Instinto de conservación
Recuerdo la primera vez que vi a una perra transportar a uno de sus cachorros. Ese ahorcamiento inofensivo, con el pellejo del cuello en la boca, me fascinó años atrás. Algo que podría parecer peligroso y que, al fin y al cabo, no causaba ningún daño; siendo más bien necesario. Podía así la madre mover a sus vástagos rápidamente mientras ellos no pudiesen hacerlo por sí mismos. Se trataba de brindar protección.
-Se va a Suiza.
-¿A Suiza?
-Sí. No quiero que vea como se acaba esto.
Un diálogo sacado de película de apocalipsis, que ahora están tan de moda. Para escucharlo solo tuve que ir al supermercado, no hicieron falta zombies de atrezo. En mi súper siempre hay alguien pasando la mopa, y a veces ponen la música tan alta que nadie es capaz de pensar. En este caso Shakira amenizaba el ambiente con su voz de uñas arañando una pizarra (Cre-o que empie-zo a entender/ nos deseábamos desde antes de nacer). En la cesta unos yogures y un paquete de salchichas de las baratas. Fue tras un pasillo donde escuché la conversación entre los dos hombres. El charcutero y un cliente. No los vi, tan solo me detuve a escuchar. Después, tras un “es una pena”, la conversación terminó y el cliente pasó por mi lado arrastrando su cesta. Ojeroso, hacia el final de la mediana edad, avanzaba con la cabeza gacha, como meditando lo dicho. Masticando lo que tenía dentro.
Una parte de la vida es lo que nos vamos dejando, lo que alejamos de nosotros. El futuro es incierto y el presente demasiado presente como para que reparemos en él, así que sólo nos queda el pasado. Pero lo malo del pasado es que, aunque crece constantemente, siempre está alejándose. Somos nostálgicos de nuestro propio pasado, porque siempre echamos de menos el más lejano de los tiempos. Mandar lejos a un hijo es una de las máximas expresiones del instinto de conservación de la especie y del ser querido. Empieza a extenderse el drama, y aunque va a lomos de suicidios y despedidas, todavía parece pequeño. Lejano. Pero la mierda siempre flota y muy pronto será muy tarde. Como decía Céline en Viaje al fin de la noche para referirse a la guerra: “Pronto, ya no hubo verdad en la población”. Esta parece una época hecha a medida para Céline, porque es tiempo de temer, de huir sin descanso. De olvidarse de un enemigo que nunca ha estado verdaderamente claro y seguir pensando en que algún día todo mejorará, pero lejos de aquí.

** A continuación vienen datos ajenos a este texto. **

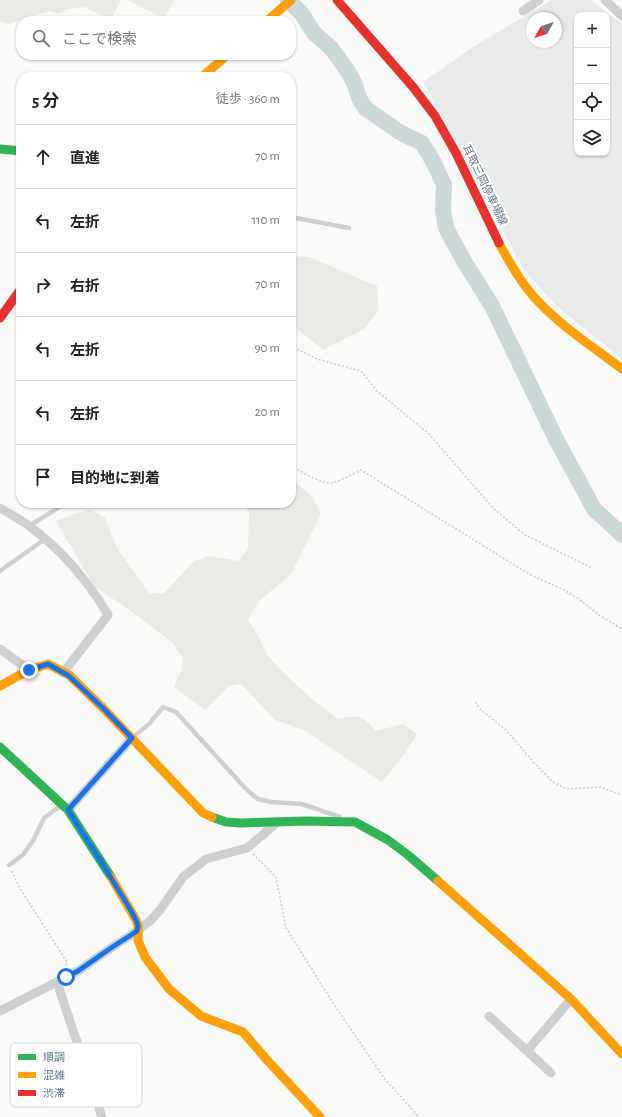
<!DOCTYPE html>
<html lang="ja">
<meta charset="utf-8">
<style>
:root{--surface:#fff;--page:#f2f2f2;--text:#222;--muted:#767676;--line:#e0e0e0}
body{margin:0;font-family:"Alegreya Sans","Noto Sans JP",sans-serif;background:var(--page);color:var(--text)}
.controls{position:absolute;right:12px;top:12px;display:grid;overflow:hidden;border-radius:8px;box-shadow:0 1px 3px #0004}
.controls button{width:36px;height:36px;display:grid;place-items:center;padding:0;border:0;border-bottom:1px solid var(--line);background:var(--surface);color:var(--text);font:20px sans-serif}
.compass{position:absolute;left:526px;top:12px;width:36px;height:36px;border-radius:50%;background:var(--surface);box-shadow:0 1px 3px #0004;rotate:230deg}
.stop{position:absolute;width:12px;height:12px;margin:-9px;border:3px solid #1a73e8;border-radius:50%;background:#fff}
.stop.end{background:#1a73e8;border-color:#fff;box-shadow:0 1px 4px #0008}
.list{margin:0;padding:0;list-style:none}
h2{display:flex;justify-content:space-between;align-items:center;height:52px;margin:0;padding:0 16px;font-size:17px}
h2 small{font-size:13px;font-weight:400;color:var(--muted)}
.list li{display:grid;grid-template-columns:26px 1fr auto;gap:12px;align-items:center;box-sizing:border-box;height:64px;padding:0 16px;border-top:1px solid var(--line)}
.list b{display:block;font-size:15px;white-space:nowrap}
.list em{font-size:13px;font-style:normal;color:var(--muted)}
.icon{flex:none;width:22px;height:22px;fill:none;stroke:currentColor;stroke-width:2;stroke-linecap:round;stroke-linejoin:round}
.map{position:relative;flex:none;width:622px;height:1117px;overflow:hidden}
.search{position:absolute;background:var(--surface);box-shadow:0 1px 3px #0004;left:16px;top:16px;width:280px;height:44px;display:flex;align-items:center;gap:10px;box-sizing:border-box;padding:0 14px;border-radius:16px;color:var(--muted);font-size:15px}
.panel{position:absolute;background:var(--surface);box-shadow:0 1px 3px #0004;left:16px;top:72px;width:280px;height:436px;border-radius:16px}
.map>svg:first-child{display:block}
.built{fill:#e8e9e9;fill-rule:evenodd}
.green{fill:#e8ebe5}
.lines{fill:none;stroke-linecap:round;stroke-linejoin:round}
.river{stroke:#ccd7d8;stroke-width:16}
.path{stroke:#cbcccd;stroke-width:1.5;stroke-dasharray:2 2;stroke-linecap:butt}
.lane{stroke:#cecfd0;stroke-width:4.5}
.street{stroke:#cecfd0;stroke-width:9}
.fast{stroke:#30b455;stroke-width:9}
.slow{stroke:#ff9f0a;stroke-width:9}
.jam{stroke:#e5322d;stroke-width:9}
.route{stroke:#1a73e8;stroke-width:5}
.labels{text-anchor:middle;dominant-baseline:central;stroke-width:4;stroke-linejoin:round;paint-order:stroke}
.street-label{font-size:11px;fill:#637a84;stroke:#fff}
.key{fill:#fff;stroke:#d0d7da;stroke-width:1}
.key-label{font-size:11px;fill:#637a84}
</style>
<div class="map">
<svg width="622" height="1117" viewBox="0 0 622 1117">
<rect width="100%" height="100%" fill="#f9f9f8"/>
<path class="built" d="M552 0H590L622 24V359L559 308 525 272 423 82 476 45ZM577 15H607V153H577ZM532 18H556V42H532Z"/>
<path class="green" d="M0 0H121L111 19 84 7 69 9 59 13 49 11 9 24 0 21Z
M127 0H173L174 1 164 18Z
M291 256 309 257 377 286 379 310 364 329 323 350 299 330 291 325Z
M291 479 312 496 321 514 291 574 258 602 248 620 259 638 267 655 284 673 313 700 338 719C360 715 360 714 376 731L403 724 417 734 403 756 382 782 304 730 275 720 241 684 229 686 205 710 174 687 181 671 183 658 173 643 128 609 94 586 56 521 89 509 105 518 117 548 149 593H164L194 561 208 556 239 561 248 548 249 513 243 503H291Z"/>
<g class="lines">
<path class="river" d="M288 0 302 14 314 33 331 48 348 71 355 85 359 98 365 108 401 133 422 143 434 163 444 185 443 211 446 228 464 261 492 306 556 439 594 509 622 535"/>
<path class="path" d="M291 344 295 348 317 359 361 371 377 391 429 434 493 508 525 535 592 568
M291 465C300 471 321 484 332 483 338 482 355 473 361 470L529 574 564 590 579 599 599 615 622 629
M475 702 481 710 506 730 536 765 553 782 567 789 600 787 622 795
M253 854 276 877 286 928 333 1003 384 1078 419 1117
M12 871 19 887 67 962 66 967"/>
<path class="lane" d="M291 217 349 228
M29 526 66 503
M0 571 45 539
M132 738 149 724 163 707 176 712 246 789 258 799 271 802 302 804 340 817
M9 865 23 855 34 839 44 818 59 807 62 808"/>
<path class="street" d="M605 0 622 16
M523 11 539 0
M0 508C10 514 20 519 29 526 60 548 89 582 108 615L63 673
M0 649 29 670
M68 810 132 738
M57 982 102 1117
M0 1011 78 971 108 950 137 931 151 920 160 910 183 877 206 859 247 848 278 822
M489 1016 551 1073
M527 1051 571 999"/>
<path class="fast" d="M0 149 21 151
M0 747 68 810 111 877
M212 817 226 822 241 823 307 821 355 822 388 840 408 855 438 881"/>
<path class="slow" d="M267 21 291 0
M202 77 227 55
M499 243C509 262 520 281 534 297 559 325 592 346 622 369
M0 686 29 670 48 664 69 675 103 708 203 813 212 817
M111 877 136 920 138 926V940L145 957 169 989 201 1016 243 1032 267 1060 320 1117
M438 881 571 999 622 1054"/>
<path class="jam" d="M337 0 413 87 435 116 456 153 499 243
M0 318 21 289"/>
</g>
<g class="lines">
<path class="route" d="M29 670 48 664 69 676 103 708 132 738 68 810 102 863 130 909 136 920 138 926 137 931 108 950 78 971 66 977"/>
</g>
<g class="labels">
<g class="street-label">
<text transform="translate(485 185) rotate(64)">耳取三岡停車場線</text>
</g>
</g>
<rect x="10" y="1043" width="132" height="64" rx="6" class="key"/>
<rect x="18" y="1054" width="18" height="6" fill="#30b455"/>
<rect x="18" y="1072" width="18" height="6" fill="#ff9f0a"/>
<rect x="18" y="1090" width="18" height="6" fill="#e5322d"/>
<g class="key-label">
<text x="43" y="1061">順調</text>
<text x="43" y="1079">混雑</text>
<text x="43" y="1097">渋滞</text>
</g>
</svg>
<div class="controls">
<button>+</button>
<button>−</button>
<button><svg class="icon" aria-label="locate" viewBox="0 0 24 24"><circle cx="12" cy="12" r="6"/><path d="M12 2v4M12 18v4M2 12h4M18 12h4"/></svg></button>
<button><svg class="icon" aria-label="layers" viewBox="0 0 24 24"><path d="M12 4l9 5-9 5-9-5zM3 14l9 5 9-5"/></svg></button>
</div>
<svg class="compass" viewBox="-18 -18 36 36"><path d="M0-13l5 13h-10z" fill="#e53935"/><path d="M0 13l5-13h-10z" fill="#767676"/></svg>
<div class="stop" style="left:66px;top:977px"></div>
<div class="stop end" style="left:29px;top:670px"></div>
<div class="search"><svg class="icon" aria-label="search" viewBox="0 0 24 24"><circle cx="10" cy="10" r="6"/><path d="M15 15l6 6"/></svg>ここで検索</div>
<section class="panel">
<h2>5 分<small>徒歩 · 360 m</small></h2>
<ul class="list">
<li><svg class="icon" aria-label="ahead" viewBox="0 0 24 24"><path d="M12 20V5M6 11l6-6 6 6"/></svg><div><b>直進</b></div><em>70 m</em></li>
<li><svg class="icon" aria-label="left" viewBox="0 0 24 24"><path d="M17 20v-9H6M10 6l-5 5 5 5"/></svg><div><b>左折</b></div><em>110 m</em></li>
<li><svg class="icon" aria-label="right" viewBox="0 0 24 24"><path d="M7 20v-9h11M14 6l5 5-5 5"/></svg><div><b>右折</b></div><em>70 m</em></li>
<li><svg class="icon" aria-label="left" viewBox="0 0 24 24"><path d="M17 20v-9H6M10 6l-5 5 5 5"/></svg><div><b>左折</b></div><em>90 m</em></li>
<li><svg class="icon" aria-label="left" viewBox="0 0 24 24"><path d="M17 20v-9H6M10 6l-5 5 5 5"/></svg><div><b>左折</b></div><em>20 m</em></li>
<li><svg class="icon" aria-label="arrive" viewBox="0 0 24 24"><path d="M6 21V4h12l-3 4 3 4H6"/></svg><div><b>目的地に到着</b></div></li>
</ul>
</section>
</div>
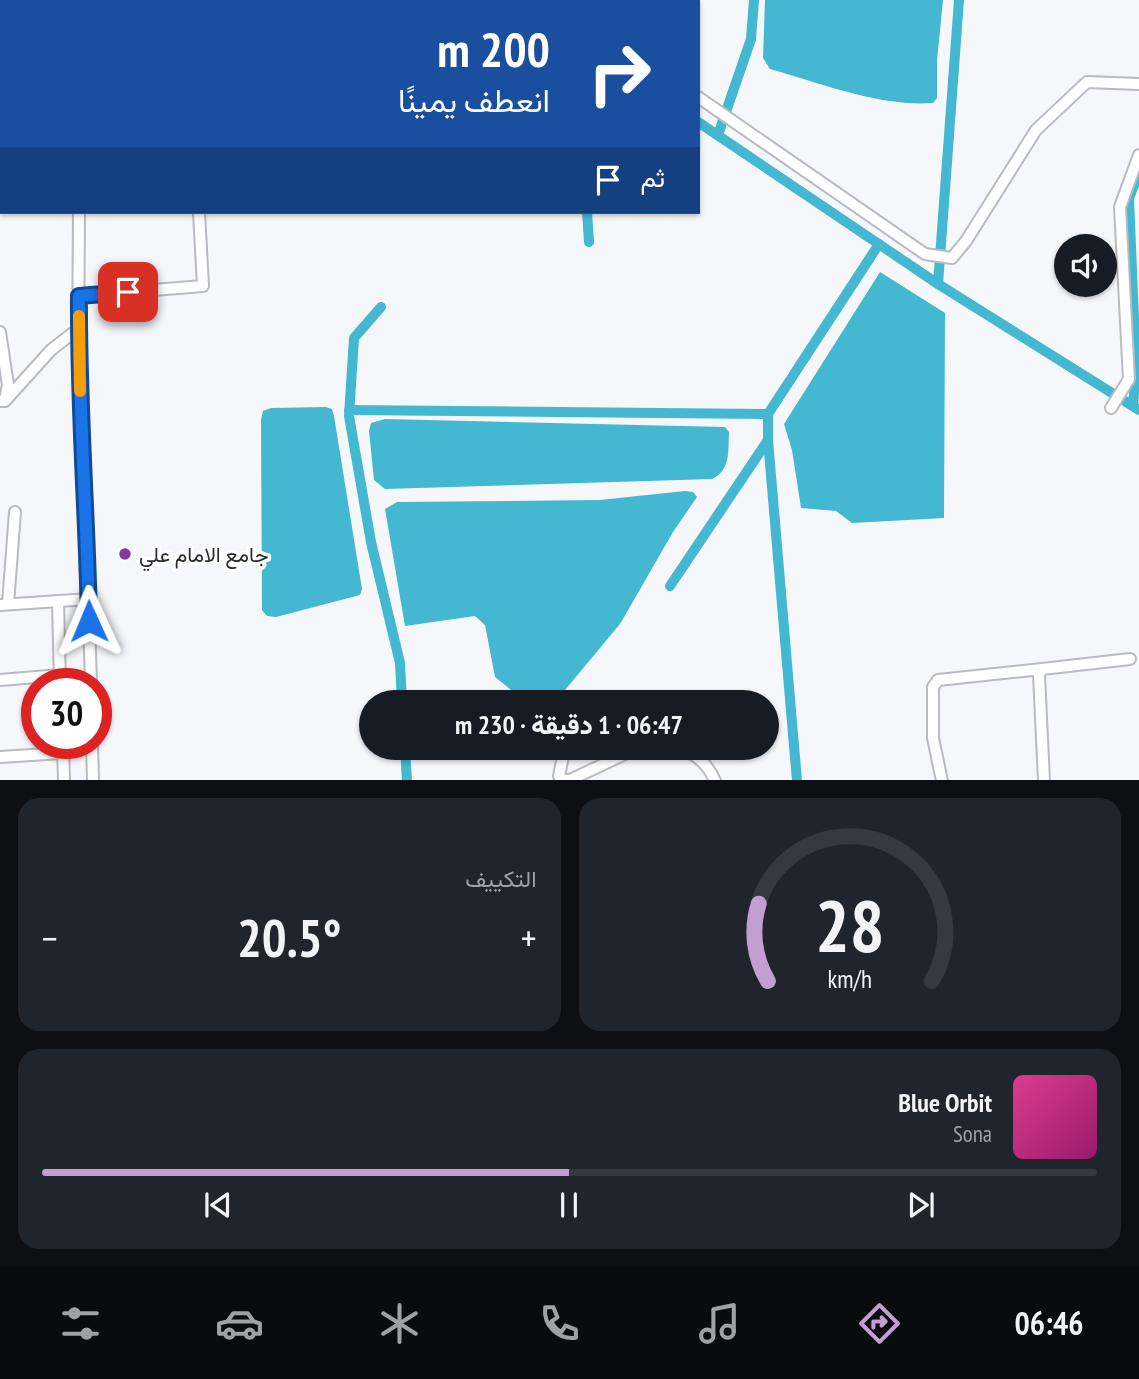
<!DOCTYPE html>
<html lang="ar">
<meta charset="utf-8">
<style>
:root{--surface:#171b24;--page:#20242c;--text:#f1f3f6;--muted:#9ea1a6;--line:#363941;--accent:#c29ed1}
body{margin:0;font-family:"PT Sans Narrow",Vazirmatn,sans-serif;background:var(--page);color:var(--text);direction:rtl;height:100vh;display:flex;flex-direction:column;font-size:26px;white-space:nowrap}
*{box-sizing:border-box;margin:0}
p{font-size:23px;color:var(--muted)}
.icon{flex:none;width:38px;height:38px;fill:none;stroke:currentColor;stroke-width:2;stroke-linecap:round;stroke-linejoin:round}
.map{position:relative;height:780px;overflow:hidden;direction:ltr}
.sheet{display:flex;flex-direction:column;gap:18px;padding:18px;background:#0d0f14;flex:1}
.sheet>*{flex:none}
.hud{position:absolute;left:0px;top:0px;width:700px;height:214px;box-shadow:0 2px 5px #0004;direction:rtl;background:#1a4fa0;color:#fff;overflow:hidden}
.controls{position:absolute;left:1054px;top:234px;display:grid;gap:14px}
.controls a{display:grid;place-items:center;width:63px;height:63px;border-radius:50%;background:var(--surface);box-shadow:0 2px 5px #0004;font-size:35px}
.speed{position:absolute;left:21px;top:668px;display:flex;gap:14px;font-size:35px;font-weight:700;text-align:center}
.speed>*{display:grid;place-content:center;width:91px;height:91px;border-radius:50%;background:var(--surface);box-shadow:0 2px 5px #0004;line-height:1}
.speed .limit{border:10px solid #d22;background:#fff;color:#111}
.pin{position:absolute;display:grid;place-items:center;width:60px;height:60px;color:#fff;margin:-30px;border-radius:14px;box-shadow:0 4px 10px #0006}
.me{position:absolute;width:77px;margin:-38px;rotate:359deg;stroke-linejoin:round;filter:drop-shadow(0 0 5px #0008)}
.turn{display:flex;align-items:center;gap:24px;height:147px;padding:0 35px;font-size:32px}
.turn .icon{width:91px;height:91px;stroke-width:2.5}
.turn b{display:block;font-size:49px;line-height:60px}
.then{display:flex;align-items:center;height:66px;padding:0 35px;background:#0003;gap:14px;font-size:26px}
.big{font-size:52px;font-weight:800;line-height:1.1}
.sheet .tile{flex:1;display:flex;flex-direction:column;justify-content:center;gap:10px;min-width:0;padding:0 24px;border-radius:21px;background:var(--page)}
.sheet .dial{align-items:center;gap:0}
.dial svg{height:182px;overflow:visible;fill:none;stroke:var(--line);stroke-width:7;stroke-linecap:round;text-anchor:middle}
.dial text{fill:var(--text);stroke:none}
.song{display:flex;align-items:center;gap:21px}
.cover{width:84px;height:84px;border-radius:10px;background:linear-gradient(135deg,hsl(330 70% 55%),hsl(320 70% 35%))}
.played{height:7px;border-radius:4px;background:linear-gradient(90deg,var(--accent) 50%,var(--line) 50%)}
.keys{display:flex;justify-content:space-around;direction:ltr}
.heat{display:flex;justify-content:space-between;align-items:center;font-size:38px;direction:ltr}
.sheet .tiles{flex:1;display:grid;gap:18px;grid-template-columns:1fr 1fr}
.tile:last-child{grid-column:span 2}
.trip{position:absolute;left:359px;top:690px;width:420px;height:70px;border-radius:35px;background:var(--surface);box-shadow:0 2px 5px #0004;font-weight:800;line-height:70px;text-align:center;direction:rtl}
.menu{display:flex;height:112px;justify-content:space-around;align-items:center;background:#090b0e;color:var(--muted)}
.menu .icon{width:49px;height:49px}
.menu .selected{color:var(--accent)}
.menu b{font-size:32px;color:var(--text)}
.map>svg:first-child{display:block}
</style>
<div class="map">
<svg width="1139" height="781" viewBox="0 0 1139 781">
<rect width="100%" height="100%" fill="#f5f7fb"/>
<g fill="#43b8d0">
<path d="M765,0H943L937,61V98L933,103C880,107 820,83 770,69L763,58Z"/>
<polygon points="880,272 945,313 944,518 852,523 836,511 801,508 792,450 784,424"/>
<polygon points="326,407 332,409 334,416 362,589 360,595 276,617 267,616 262,610 261,420 263,411 271,408"/>
<path d="M385,419L725,427L729,432C728,451 731,470 712,479L385,489L374,480L369,431L371,423Z"/>
<polygon points="685,491 693,492 697,497 673,532 620,624 555,702 526,702 495,677 485,625 475,616 405,626 385,509 397,502 600,500"/>
</g>
<g fill="none" stroke-linecap="round" stroke-linejoin="round">
<g stroke="#43b8d0" stroke-width="10">
<polyline points="519,0 522,2"/>
<polyline points="640,2 641,0"/>
<polyline points="698,122 938,284 1139,410"/>
<polyline points="718,135 751,39 754,0"/>
<polyline points="587,212 589,242"/>
<polyline points="938,284 959,0"/>
<polyline points="381,307 354,338 349,416 371,542 400,663 402,702"/>
<polyline points="1133,406 1136,368 1129,198 1139,173"/>
<polyline points="349,410 768,414 879,244"/>
<polyline points="768,440 797,781"/>
<polyline points="670,586 768,440 768,414"/>
<polyline points="405,747 407,781"/>
</g>
<defs>
<g id="minor">
<polyline points="72,0 72,2"/>
<polyline points="305,0 305,2"/>
<polyline points="489,0 492,2"/>
<polyline points="562,0 565,2"/>
<polyline points="110,2 137,0"/>
<polyline points="698,97 925,254 952,258 966,241 1036,130 1087,82 1139,84"/>
<polyline points="79,212 78,352 84,460 91,684"/>
<polyline points="79,296 203,286 199,212"/>
<polyline points="0,332 8,385 5,400"/>
<polyline points="0,401 5,401 51,350 78,329"/>
<polyline points="1111,408 1129,379 1120,207 1139,155"/>
<polyline points="58,601 60,684"/>
<polyline points="8,604 15,512"/>
<polyline points="0,605 89,599"/>
<polyline points="0,680 60,675"/>
<polyline points="63,744 64,781"/>
<polyline points="92,744 93,781"/>
<polyline points="565,747 559,776 563,780 570,780 640,747"/>
<path d="M678,747C696,755 707,762 715,781"/>
<polyline points="0,757 63,753"/>
<polyline points="942,781 933,738 933,687 938,680 1042,669"/>
<polyline points="1044,781 1039,675 1042,669 1130,659"/>
</g>
</defs>
<use href="#minor" stroke="#babbc0" stroke-width="14"/>
<use href="#minor" stroke="#fff" stroke-width="10"/>
</g>
<g fill="none" stroke-linecap="round" stroke-linejoin="round">
<defs>
<path id="route" d="M89,621C87,512 78,404 79,296L128,292"/>
</defs>
<use href="#route" stroke="#114b97" stroke-width="18"/>
<use href="#route" stroke="#1a73e8" stroke-width="12"/>
<polyline stroke="#f59e0b" stroke-width="12" points="79,316 80,391"/>
</g>
<circle fill="#8835a4" stroke="#fff" stroke-width="2.5" cx="125" cy="554" r="7"/>
<g text-anchor="middle" dominant-baseline="central" stroke-width="7" stroke-linejoin="round" paint-order="stroke">
<g font-size="21" fill="#2b2b2d" stroke="#fff" text-anchor="start">
<text x="139" y="554">جامع اﻻمام علي</text>
</g>
</g>
</svg>
<div class="controls">
<a><svg class="icon" aria-label="sound" viewBox="0 0 24 24"><path d="M4 9h4l5-4v14l-5-4H4zM17 9q2 3 0 6"/></svg></a>
</div>
<div class="speed"><div class="limit">30</div></div>
<div class="pin" style="left:128px;top:292px;background:#d93025"><svg class="icon" aria-label="arrive" viewBox="0 0 24 24"><path d="M6 21V4h12l-3 4 3 4H6"/></svg></div>
<svg class="me" style="left:89px;top:621px" viewBox="-20 -20 40 40"><path d="M0-17L14 15 0 8-14 15z" fill="#1a73e8" stroke="#fff" stroke-width="4"/></svg>
<div class="trip">06:47 · 1 دقيقة · 230 m</div>
<div class="hud">
<div class="turn"><svg class="icon" aria-label="right" viewBox="0 0 24 24"><path d="M7 20v-9h11M14 6l5 5-5 5"/></svg><div><b>200 m</b>انعطف يمينًا</div></div>
<div class="then">ثم<svg class="icon" aria-label="arrive" viewBox="0 0 24 24"><path d="M6 21V4h12l-3 4 3 4H6"/></svg></div>
</div>
</div>
<section class="sheet">
<div class="tiles">
<div class="tile dial"><svg viewBox="0 0 100 80">
<path d="M14 69A42 42 0 1 1 86 69"/>
<path d="M14 69A42 42 0 0 1 10 35" stroke="#c29ed1"/>
<text x="50" y="56" font-size="32" font-weight="700">28</text>
<text x="50" y="72" font-size="11">km/h</text>
</svg></div>
<div class="tile"><p>التكييف</p>
<div class="heat"><a>−</a><b class="big">20.5°</b><a>+</a></div>
</div>
<div class="tile">
<div class="song"><i class="cover"></i><div><b>Blue Orbit</b><p>Sona</p></div></div>
<div class="played"></div>
<div class="keys"><svg class="icon" aria-label="previous" viewBox="0 0 24 24"><path d="M18 5L8 12l10 7zM5 5v14"/></svg><svg class="icon" aria-label="pause" viewBox="0 0 24 24"><path d="M8 5v14M16 5v14"/></svg><svg class="icon" aria-label="next" viewBox="0 0 24 24"><path d="M6 5l10 7-10 7zM19 5v14"/></svg></div>
</div>
</div>
</section>
<nav class="menu">
<b>06:46</b>
<svg class="icon selected" aria-label="directions" viewBox="0 0 24 24"><path d="M12 3l9 9-9 9-9-9zM9 14v-3h6M13 9l2 2-2 2"/></svg>
<svg class="icon" aria-label="music" viewBox="0 0 24 24"><path d="M9 18V5l10-2v13"/><circle cx="6" cy="18" r="3"/><circle cx="16" cy="16" r="3"/></svg>
<svg class="icon" aria-label="phone" viewBox="0 0 24 24"><path d="M5 4h4l2 5-3 2q2 4 5 5l2-3 5 2v4C11 20 4 13 5 4z"/></svg>
<svg class="icon" aria-label="climate" viewBox="0 0 24 24"><path d="M12 3v18M4 7l16 10M4 17L20 7"/></svg>
<svg class="icon" aria-label="car" viewBox="0 0 24 24"><path d="M5 17H2v-5l4-1 3-4h7l3 4 3 1v5h-3M9 17h6M6 11h13"/><circle cx="7" cy="17" r="2"/><circle cx="17" cy="17" r="2"/></svg>
<svg class="icon" aria-label="filters" viewBox="0 0 24 24"><path d="M4 7h16M4 17h16"/><circle cx="9" cy="7" r="2"/><circle cx="15" cy="17" r="2"/></svg>
</nav>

Bajo el oasis de luz de un antiguo flexo, tecleo y borro lo tecleado. La verdadera escritura, me dijo alguien una vez, es la que encuentra la palabra precisa para cada idea. Me faltan palabras y me sobrepasan las ideas, me engullen. Me asustan. Lo único que tengo claro es la Coca-cola que eché a la cesta antes de huir apresuradamente del súper. Caminaba con la prisa de dejar constancia de todo lo que me inundaba, pero el cursor, siempre tan inflexible, me dice que lo que me inunda es la nada. Al carajo las prisas. Lo indescriptible de una situación en la que todo el mundo sabe lo que ha pasado, pero no lo que pasará. Quizá ya no hay nada que decir, porque ya se sabe todo, todo lo que se puede saber. Lo que está claro es que la desgracia trepa y se expande con una facilidad pasmosa, y mañana puede estar aquí, de visita. No habrá pastas en la despensa, ni mucho de lo que hablar, porque lo importante estará lejos. Tal vez en Suiza.